Required Supporting Documents

Every mini‑grid licensing application in Guinea should include the following documentation package:

  • Corporate documents. Certificate of incorporation, NIF, shareholder registry, board resolution authorising the project.
  • Financial evidence. Audited financial statements (or sponsor guarantee), equity commitment letter, DFI term sheet or letter of intent, bank guarantee or performance bond as required.
  • Technical studies. Resource assessment report, system design and single‑line diagrams, load forecast, O&M plan, decommissioning plan.
  • Environmental clearance. EIA/ESIA approval letter or environmental notice acknowledgement from the relevant environmental authority.
  • Land documentation. Lease agreement, concession act or customary land authorisation, wayleave agreements for linear infrastructure.
  • Draft tariff proposal. Cost‑of‑service model demonstrating proposed tariff levels and projected revenue, aligned with regulator methodology.
  • Community engagement record. Minutes of community consultations, stakeholder engagement plan and grievance mechanism.

Practical red flags for developers:

  • Filing without environmental clearance will delay the application, initiate the ESIA process at least 60 days before planned licence submission.
  • Land documentation deficiencies are the most common cause of application return. Verify customary tenure arrangements with local préfecture authorities before signing.
  • Underestimating regulator review timelines: build a 3–6 month buffer for regulator questions and any public consultation requirements.

Interconnection Requirements Guinea: Technical and Safety Standards

For any distributed energy project in Guinea that will connect to EDG’s grid, whether for power export, backup supply or net metering, interconnection approval is a critical‑path requirement. EDG controls the technical standards, protection coordination and metering specifications that developers must satisfy.

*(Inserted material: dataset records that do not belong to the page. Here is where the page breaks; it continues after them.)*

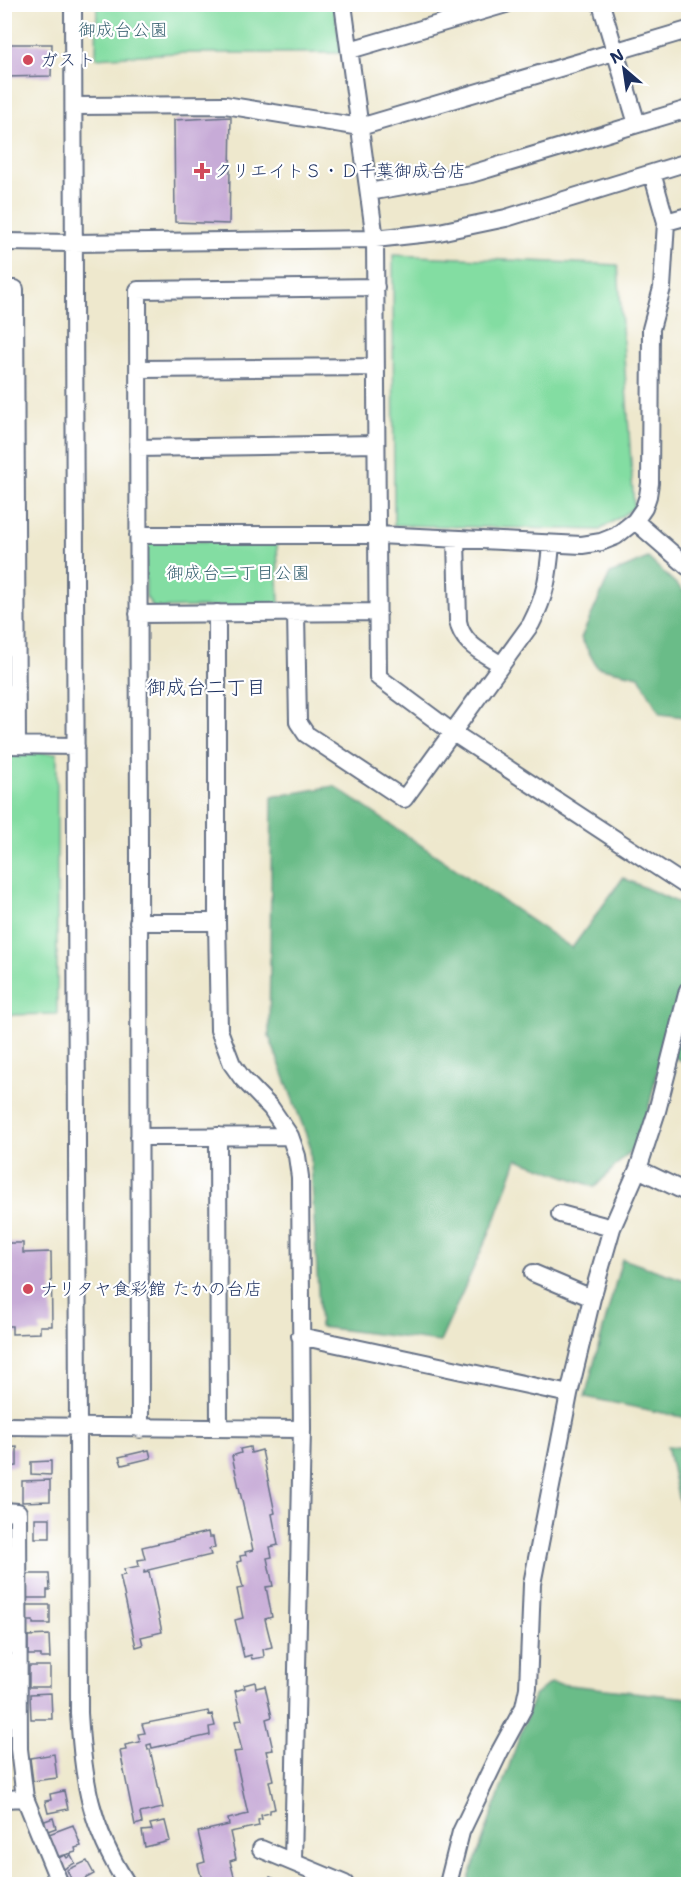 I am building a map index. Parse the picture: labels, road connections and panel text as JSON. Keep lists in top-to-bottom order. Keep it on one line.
{"districts":["御成台二丁目"],"parks":["御成台公園","御成台二丁目公園"],"places":{"other":["ガスト","ナリタヤ食彩館 たかの台店"],"health":["クリエイトＳ・Ｄ千葉御成台店"]},"north":"top left"} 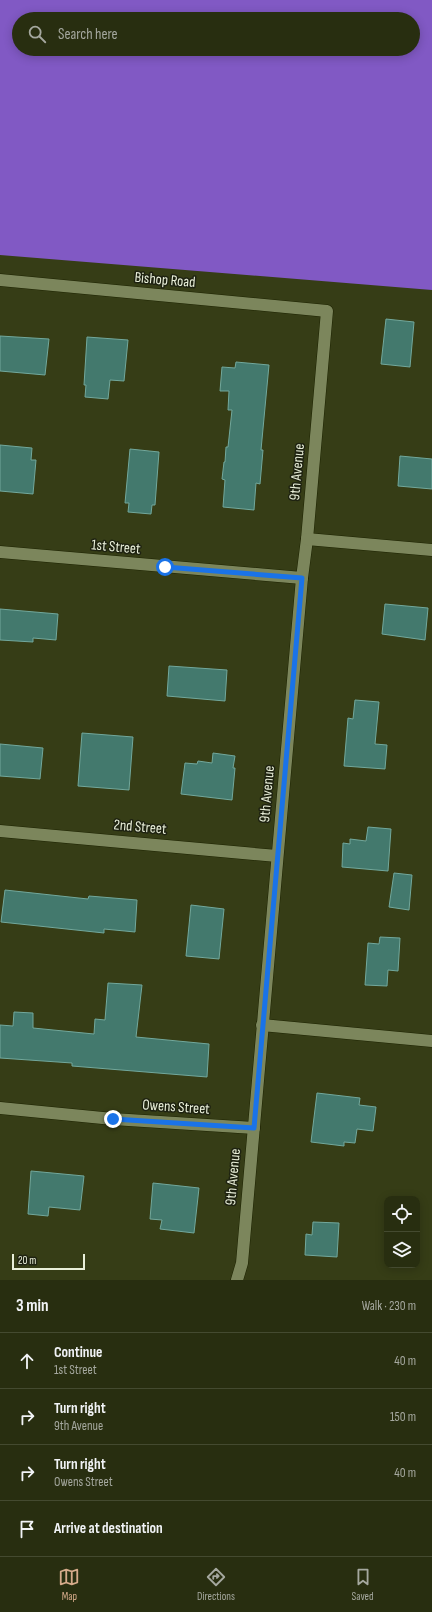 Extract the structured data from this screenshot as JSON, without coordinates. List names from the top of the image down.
{
  "streets": {
    "street": [
      "Bishop Road",
      "9th Avenue",
      "1st Street",
      "2nd Street",
      "Owens Street"
    ]
  },
  "crossings": [
    ["Bishop Road", "9th Avenue"],
    ["9th Avenue", "1st Street"],
    ["9th Avenue", "2nd Street"],
    ["9th Avenue", "Owens Street"]
  ],
  "scale_bar": "20 m",
  "page": {
    "search": "Search here",
    "scale": "20 m",
    "heading": ["3 min", "Walk · 230 m"],
    "list": [
      ["Continue", "1st Street", "40 m"],
      ["Turn right", "9th Avenue", "150 m"],
      ["Turn right", "Owens Street", "40 m"],
      "Arrive at destination"
    ],
    "nav": ["Map", "Directions", "Saved"]
  }
}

Study and Approval Process

The interconnection process typically involves the following sequential studies and approvals:

  1. Interconnection feasibility study. The developer submits a preliminary interconnection request to EDG, identifying the proposed point of interconnection (POI), installed capacity, expected generation profile and any reverse power flow. EDG assesses network capacity and identifies potential constraints.
  2. System impact study. For projects above a de minimis capacity threshold, EDG may require a detailed system impact study analysing fault level contributions, voltage regulation effects, harmonics injection and protection coordination implications.
  3. Protection coordination study. The developer must demonstrate that its protection systems (relays, circuit breakers, anti‑islanding devices) are coordinated with EDG’s network protection scheme. This study is typically prepared by the developer’s engineering consultant and reviewed by EDG’s technical team.
  4. Interconnection agreement negotiation. Upon satisfactory completion of studies, the developer and EDG negotiate the interconnection agreement, covering technical specifications, cost allocation for network upgrades (if any), commissioning protocols and ongoing operational obligations.

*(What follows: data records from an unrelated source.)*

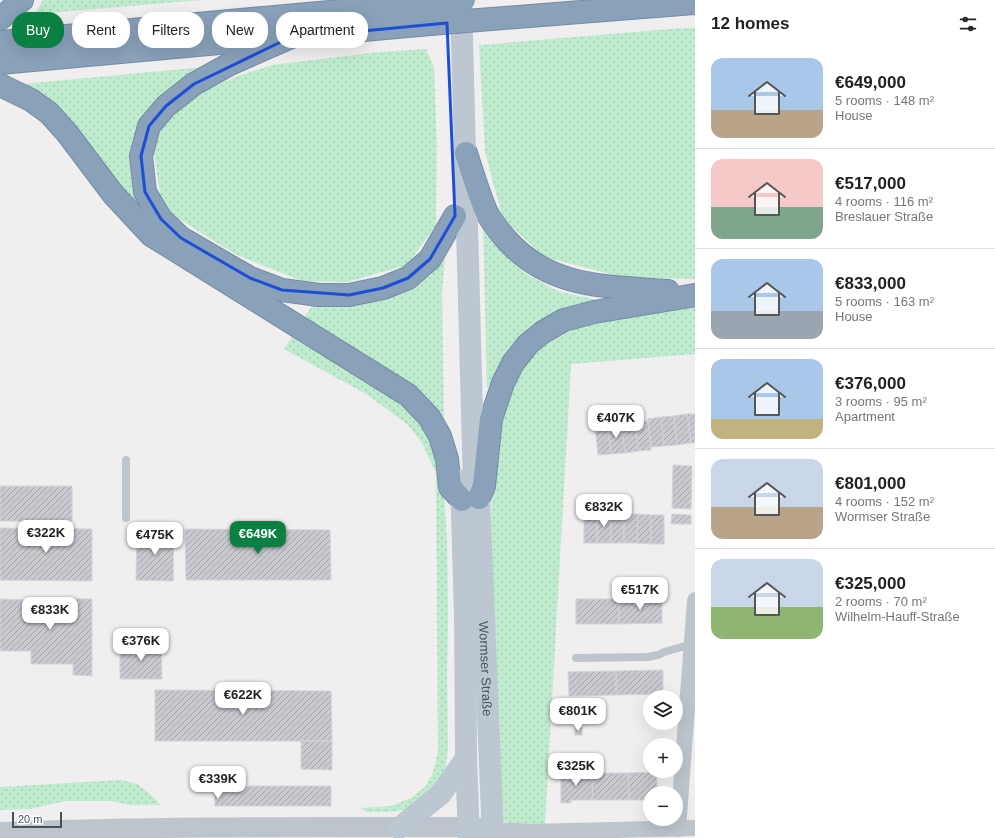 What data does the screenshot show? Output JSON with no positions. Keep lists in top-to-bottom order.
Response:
{
  "streets": {
    "main road": ["Wormser Straße"]
  },
  "scale_bar": "20 m",
  "page": {
    "heading": "12 homes",
    "chip": [
      "Buy",
      "Rent",
      "Filters",
      "New",
      "Apartment"
    ],
    "list": [
      {
        "name": "€649,000",
        "note": "5 rooms · 148 m² · House"
      },
      {
        "name": "€517,000",
        "note": "4 rooms · 116 m² · Breslauer Straße"
      },
      {
        "name": "€833,000",
        "note": "5 rooms · 163 m² · House"
      },
      {
        "name": "€376,000",
        "note": "3 rooms · 95 m² · Apartment"
      },
      {
        "name": "€801,000",
        "note": "4 rooms · 152 m² · Wormser Straße"
      },
      {
        "name": "€325,000",
        "note": "2 rooms · 70 m² · Wilhelm-Hauff-Straße"
      }
    ],
    "price": [
      "€407K",
      "€832K",
      "€322K",
      "€649K",
      "€475K",
      "€517K",
      "€833K",
      "€376K",
      "€622K",
      "€801K",
      "€325K",
      "€339K"
    ],
    "map_buttons": ["+", "−"],
    "scale": "20 m"
  }
} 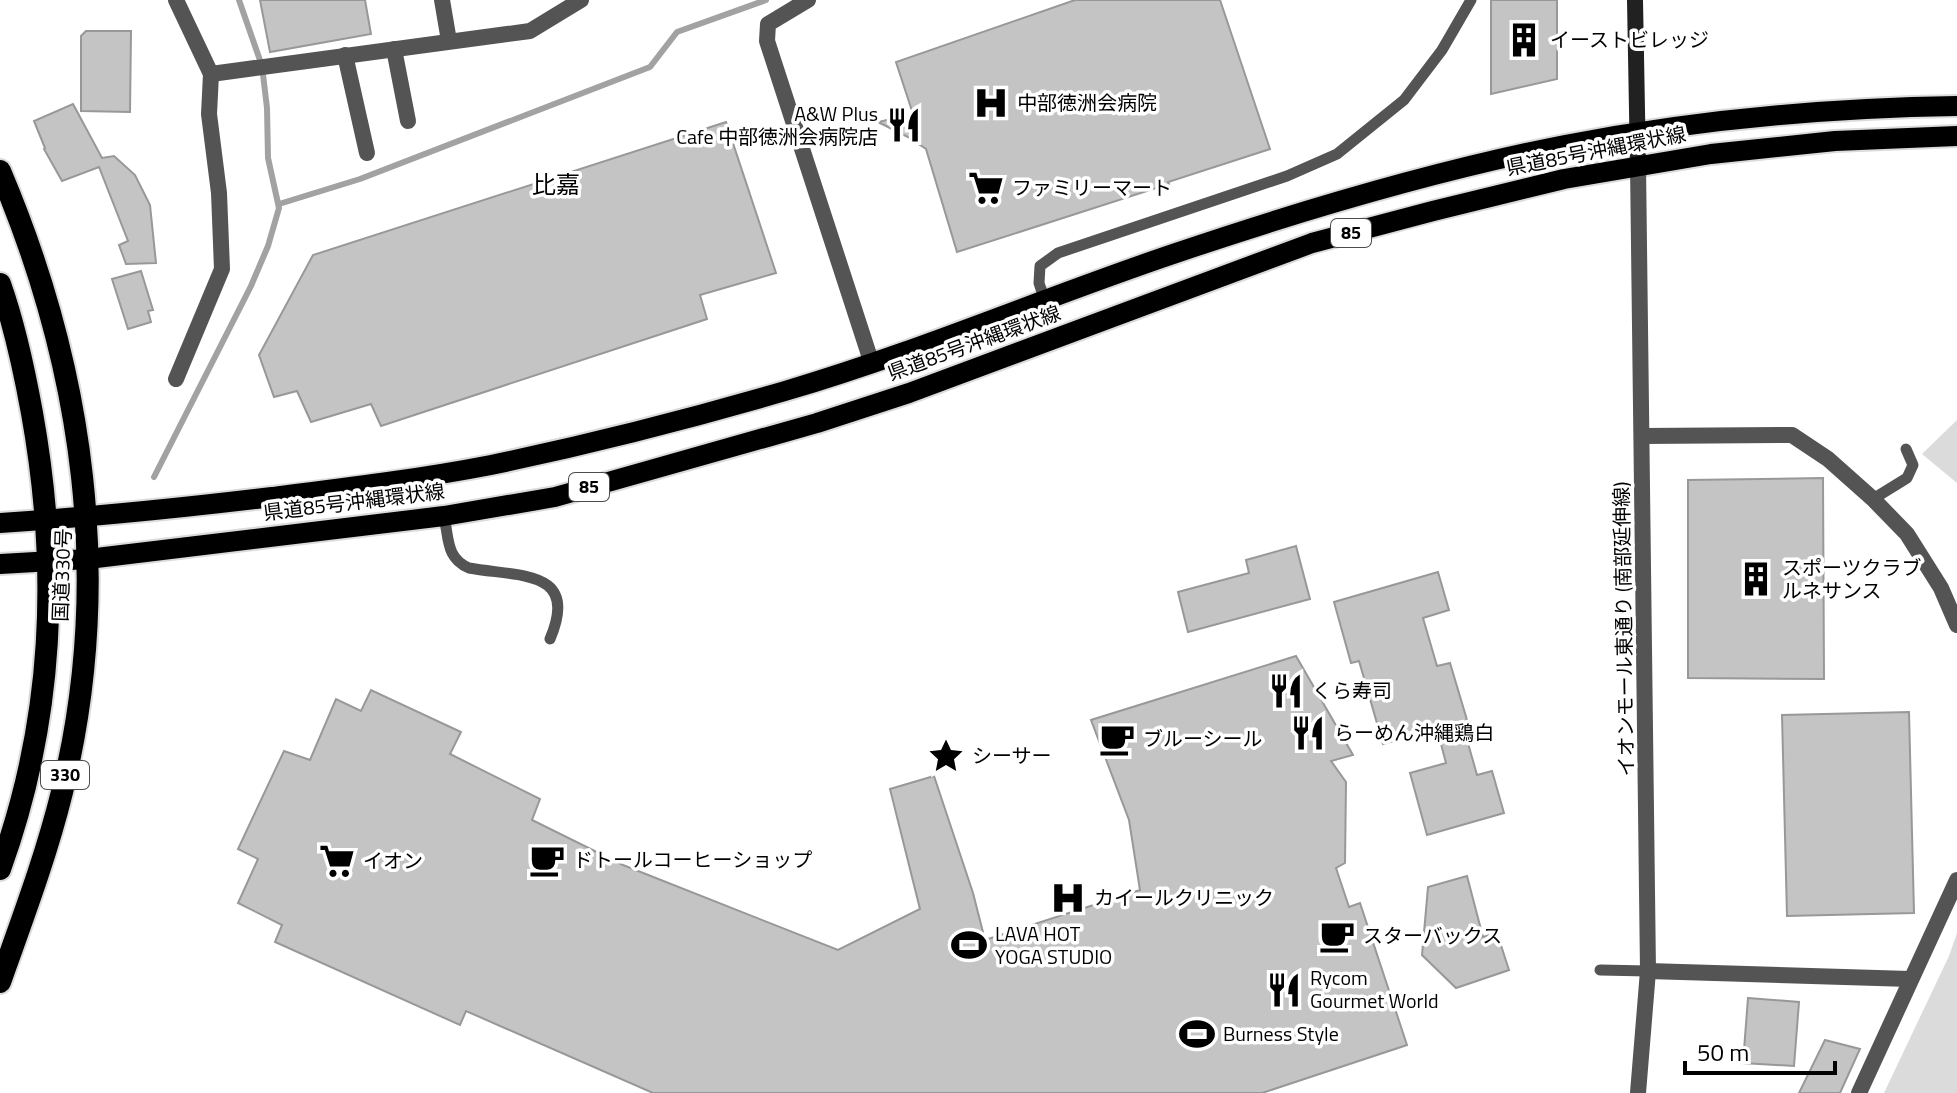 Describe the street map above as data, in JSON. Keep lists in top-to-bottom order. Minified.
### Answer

Rooftop Solar Regulations Guinea: Metering and Billing

Metering arrangements are a practical and contractual focal point for distributed generation interconnection. Developers should consider the following:

  • Bi‑directional metering. Projects proposing to export surplus power to the grid require bi‑directional (import/export) meters meeting EDG’s technical specifications. The cost of meter procurement, installation and calibration typically falls on the developer.
  • Prepaid vs post‑paid billing. Mini‑grid operators serving end consumers in off‑grid areas commonly use prepaid metering systems (e.g., STS‑compliant tokens). For grid‑connected DG, billing arrangements follow EDG’s standard procedures or bespoke PPA billing terms.
  • Revenue collection models. Off‑grid mini‑grids must establish independent revenue collection mechanisms, mobile money integration, local agent networks or prepaid vending platforms. DFI‑backed projects often require demonstration of commercially sustainable collection rates.

EDG Interface and Point of Interconnection Negotiation

Negotiating the POI with EDG requires early and sustained engagement. Key practical considerations include:

  • Network upgrade cost allocation. If the proposed interconnection requires EDG to upgrade transformers, switchgear or distribution lines, the cost allocation methodology must be negotiated upfront. Developers should push for transparent, auditable cost estimates and consider capping their contribution through the interconnection agreement.
  • Commissioning and testing protocols. EDG will typically require witnessed commissioning tests, including anti‑islanding verification, protection relay testing and power quality measurements. Build commissioning time into your project schedule.
  • Curtailment provisions. Negotiate clear curtailment protocols, including notification requirements, compensation mechanisms and force majeure carve‑outs, to protect revenue projections against grid instability or EDG operational decisions.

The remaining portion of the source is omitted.